Dari orangutan kita kembali berutang pengetahuan. Siapa menyana, suara sederhana yang dihasilkan orangutan mengungkap hal pelik yang telah menjadi kajian panjang para peneliti. Yaitu bagaimana leluhur manusia mulai berbicara.

Coba ucapkan huruf vokal ini: a, i, u, e, o. Darimana sumber suara pengucapan vokal ini berasal? Ilmuwan menjelaskan, suara tersebut dihasilkan dari pangkal tenggorokan yang disebut laring. Di sana ada pita suara yang diaktifkan lewat aliran udara yang dinamis dari dalam.

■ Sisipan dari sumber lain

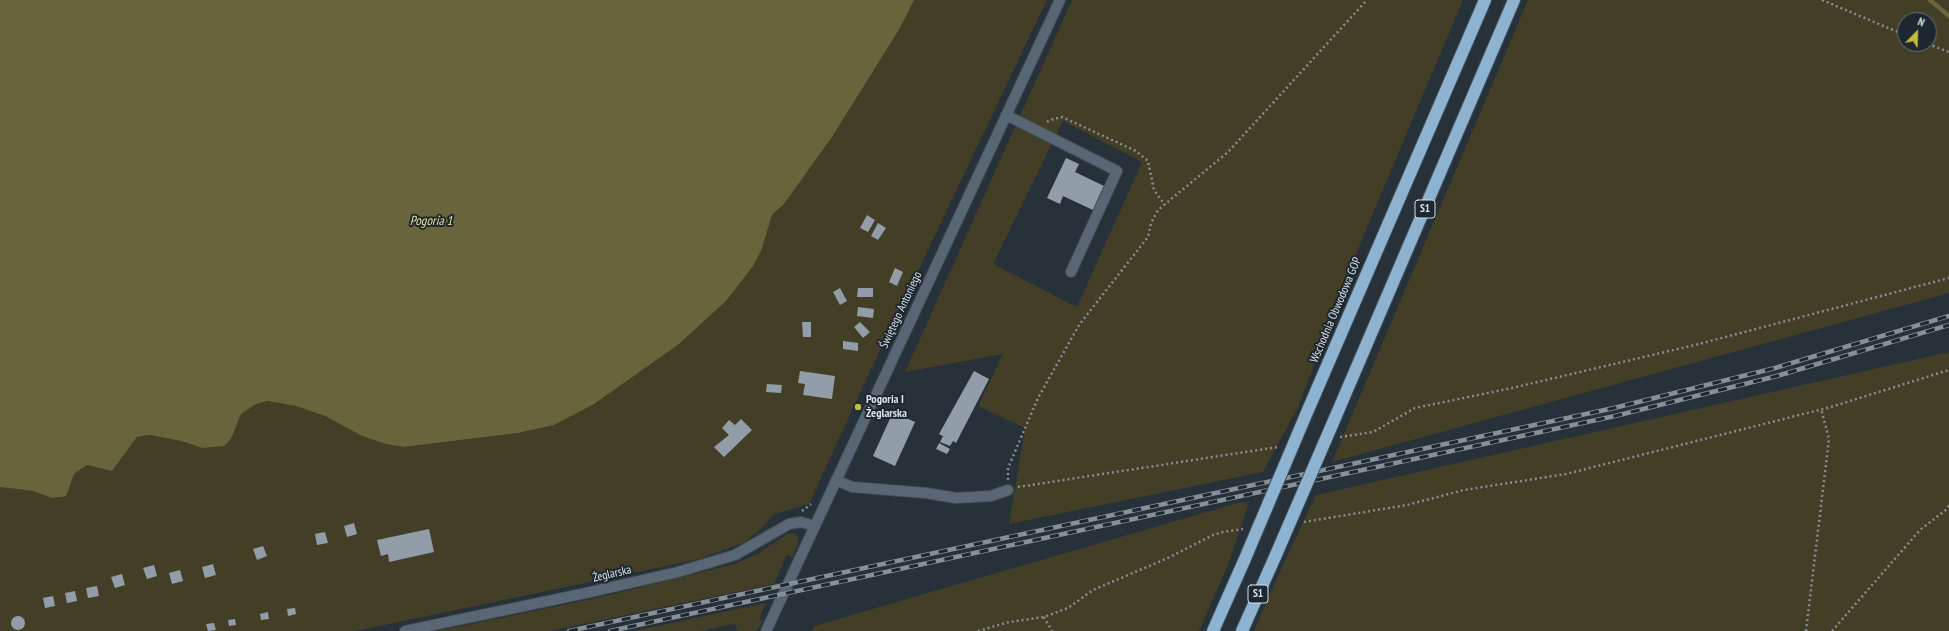 <!DOCTYPE html>
<meta charset="utf-8">
<style>
body{margin:0}
#map{position:relative;width:1949px;height:631px;overflow:hidden;background:#26313a;font-family:"PT Sans Narrow",sans-serif}
canvas{display:block}
.north{position:absolute;left:1897px;top:12px;width:40px;height:40px;box-sizing:border-box;background:#1c2730;border:1px solid #687179;border-radius:50%;rotate:23deg;font-size:11px;font-weight:700;line-height:16px;text-align:center;color:#d9e0e6}
.north::after{content:'';display:block;margin:auto;width:14px;height:18px;background:#c7bb3b;clip-path:polygon(50% 0,100% 100%,50% 72%,0 100%)}
</style>
<div id="map">
<canvas width="1949" height="631"></canvas>
<div class="north">N</div>
</div>
<script>
const ctx = document.querySelector('canvas').getContext('2d');
ctx.lineJoin = 'round';
function fillPath(path, color) { ctx.fillStyle = color; ctx.fill(path, 'evenodd'); }
const shape = rows => new Path2D(rows.map(r => 'M' + r).join(''));
function strokePath(path, color, width, dash) { ctx.strokeStyle = color; ctx.lineWidth = width; ctx.lineCap = dash ? 'butt' : 'round'; ctx.setLineDash(dash || []); ctx.stroke(path); }
function drawText(font, color, halo, rows, align = 'center') {
  ctx.font = font + ' "PT Sans Narrow",sans-serif'; ctx.lineWidth = 4; ctx.setLineDash([]); ctx.textBaseline = 'middle'; ctx.strokeStyle = halo; ctx.fillStyle = color; for (const [text, x, y, turn = 0] of rows) {
    ctx.save(); ctx.translate(x, y); ctx.rotate((+turn || 0) * Math.PI / 180); ctx.textAlign = isNaN(turn) ? turn : align; if (halo) ctx.strokeText(text, 0, 0); ctx.fillText(text, 0, 0); ctx.restore();
  }
}
const green = shape([
 [914,0,1047,0,866,380,809,504,774,514,762,528,745,542,699,559,356,631,0,631,0,487,33,491,52,498,74,474,87,465,112,471,137,437,150,435,181,441,202,448,231,439,241,414,256,404,268,401,296,406,325,416,362,436,403,447,518,433,554,425,679,344,727,300,753,266,772,215,784,204,832,137,900,28],
 [1072,0,1463,0,1363,237,1298,407,1263,472,1009,524,1025,428,978,406,1003,354,905,372],
 [1063,121,1142,162,1077,307,993,264],
 [1528,0,1949,0,1949,293,1332,462],
 [1905,20,1929,20,1929,44,1905,44],
 [1949,352,1949,631,1254,631,1281,569,1316,495],
 [1241,502,1249,503,1228,565,1199,631,812,631,814,626],
 [793,533,798,536,798,544,792,557,787,555,774,584,550,631,437,631,592,599,731,565,758,554,787,534],
 [766,603,759,619,763,621,756,631,737,631,735,624,701,631,634,631]
]);
const water = shape([
 [0,0,914,0,900,28,832,137,784,204,772,215,761,251,753,266,727,300,679,344,594,404,554,425,518,433,403,447,386,444,362,436,325,416,296,406,268,401,256,404,241,414,231,439,224,446,202,448,181,441,150,435,137,437,112,471,87,465,74,474,66,496,52,498,33,491,0,487]
]);
const stream = shape([
 [1930,0,1949,16]
]);
const building = shape([
 [1066,158,1079,164,1075,172,1104,186,1093,210,1063,196,1060,204,1047,198],
 [867,215,875,220,868,232,860,228],
 [878,223,886,228,878,240,871,236],
 [895,268,903,272,897,286,889,282],
 [840,288,847,301,840,305,833,292],
 [858,288,873,288,873,297,857,297],
 [858,307,874,309,873,318,857,316],
 [802,322,811,322,811,337,803,337],
 [860,322,870,332,863,338,854,327],
 [843,341,858,343,858,351,843,349],
 [800,371,835,376,832,399,803,395,805,384,798,383],
 [974,371,989,379,956,443,953,441,950,446,940,442,943,436,948,439,939,434],
 [767,384,782,385,781,393,766,392],
 [893,412,915,422,895,466,873,456],
 [741,419,752,430,724,457,714,447,729,435,722,428,729,420,735,425],
 [939,443,950,449,947,454,936,449],
 [354,523,357,534,347,537,344,526],
 [429,529,434,552,389,562,388,554,381,556,377,540],
 [325,532,328,543,317,545,315,534],
 [263,546,267,556,257,560,253,549],
 [213,564,216,575,205,578,202,567],
 [154,565,157,576,147,579,143,568],
 [180,570,183,581,172,584,169,573],
 [122,574,125,585,115,588,111,577],
 [97,586,99,596,88,598,86,588],
 [75,591,77,601,67,603,65,593],
 [53,596,55,606,45,608,43,598],
 [295,608,296,614,288,616,287,609],
 [268,612,269,619,261,620,260,614],
 '11 623a7 7 0 1 1 14 0a7 7 0 1 1-14 0Z',
 [235,619,236,625,229,626,228,620],
 [214,623,216,630,208,631,206,624]
]);
const path = shape([
 [1822,0,1905,35],
 [1928,44,1949,52],
 [1047,122,1050,120,1062,117,1136,151,1148,161,1154,190,1165,205],
 [1340,437,1373,432,1415,408,1512,388,1699,344,1949,278],
 [1008,480,1008,468,1038,398,1079,325,1148,237,1151,223,1158,210,1228,152,1367,0],
 [1018,487,1278,447],
 [802,511,811,504],
 [1304,522,1407,505,1464,490,1566,474,1831,407,1949,370],
 [1044,617,1052,631],
 [978,631,1009,622,1044,617,1068,608,1093,590,1168,558,1213,535,1223,532,1243,529],
 [1806,631,1829,439,1821,409],
 [1832,631,1920,530,1947,509,1949,505]
]);
const minor = shape([
 [1006,115,1117,171,1071,272],
 [836,480,852,487,926,493,956,498,991,496,1008,490],
 [405,631,586,593,678,572,735,555,789,524,801,522,814,526],
 [766,631,1060,0]
]);
const highway = shape([
 [1308,410,1485,0],
 [1335,418,1514,0],
 [1213,631,1244,561],
 [1242,631,1275,557]
]);
const rail = shape([
 [569,631,1614,408,1775,368,1949,316],
 [610,631,1615,416,1777,376,1949,325]
]);
const highwayBridge = shape([
 [1275,557,1335,418],
 [1244,561,1308,410]
]);
const markers = [
 [858,407,4,"#c7bb3b"]
];
const shields = [
 [1425,209,20],
 [1258,594,20]
];
const shieldNames = [
 ["S1",1425,209],
 ["S1",1258,594]
];
const streetNames = [
 ["Świętego Antoniego",901,310,-65],
 ["Wschodnia Obwodowa GOP",1336,310,-67],
 ["Żeglarska",612,574,-13]
];
const poiNames = [
 ["Pogoria I",866,400],
 ["Żeglarska",866,414]
];
const waterNames = [
 ["Pogoria 1",431,221]
];
fillPath(green, '#423f26');
fillPath(water, '#68643c');
strokePath(stream, '#68643c', 4.5);
fillPath(building, '#919ea9');
strokePath(minor, '#434d56', 12);
strokePath(highway, '#434d56', 14);
strokePath(path, '#858e95', 2.5, [2, 3]);
strokePath(minor, '#586773', 10);
strokePath(highway, '#8eb3d1', 12);
strokePath(rail, '#879097', 4.5);
strokePath(rail, '#1c2730', 3, [9]);
strokePath(highwayBridge, '#434d56', 14, []);
strokePath(highwayBridge, '#8eb3d1', 12);
for (const [x, y, r, color] of markers) { const dot = new Path2D(); dot.arc(x, y, r, 0, 2 * Math.PI); ctx.fillStyle = color; ctx.fill(dot); strokePath(dot, '#1c2730', 1.5); }
for (const [x, y, w] of shields) { const box = new Path2D(); box.roundRect(x - w / 2, y - 9, w, 18, 3); ctx.fillStyle = '#1c2730'; ctx.fill(box); strokePath(box, '#d9e0e6', 1); }
drawText('bold 11px', '#d9e0e6', null, shieldNames);
drawText('12px', '#d9e0e6', '#1c2730', streetNames);
drawText('bold 12px', '#d9e0e6', '#1c2730', poiNames, 'left');
drawText('italic 13px', '#e8e29e', '#1c2730', waterNames);
</script>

Lalu ucapkan huruf konsonan, misalnya ini: g, k, p, r, s. Suara pengucapan konsonan tersebut terutama dipengaruhi aktivasi tenggorokan, langit-langit mulut, lidah, bibir, dan rahang yang kemudian disebut supralaring.

“Manusia menggunakan bibir, lidah, dan rahang untuk membuat bunyi konsonan yang tak bersuara, sementara mengaktifkan pita suara di laring dengan udara yang diembuskan untuk membuat bunyi tersebut bersuara, bunyi vokal terbuka,” kata Andriano Lameira, pakar Psikologi di Universitas Warwick, Inggris, seperti dikutip dari Sciencedaily.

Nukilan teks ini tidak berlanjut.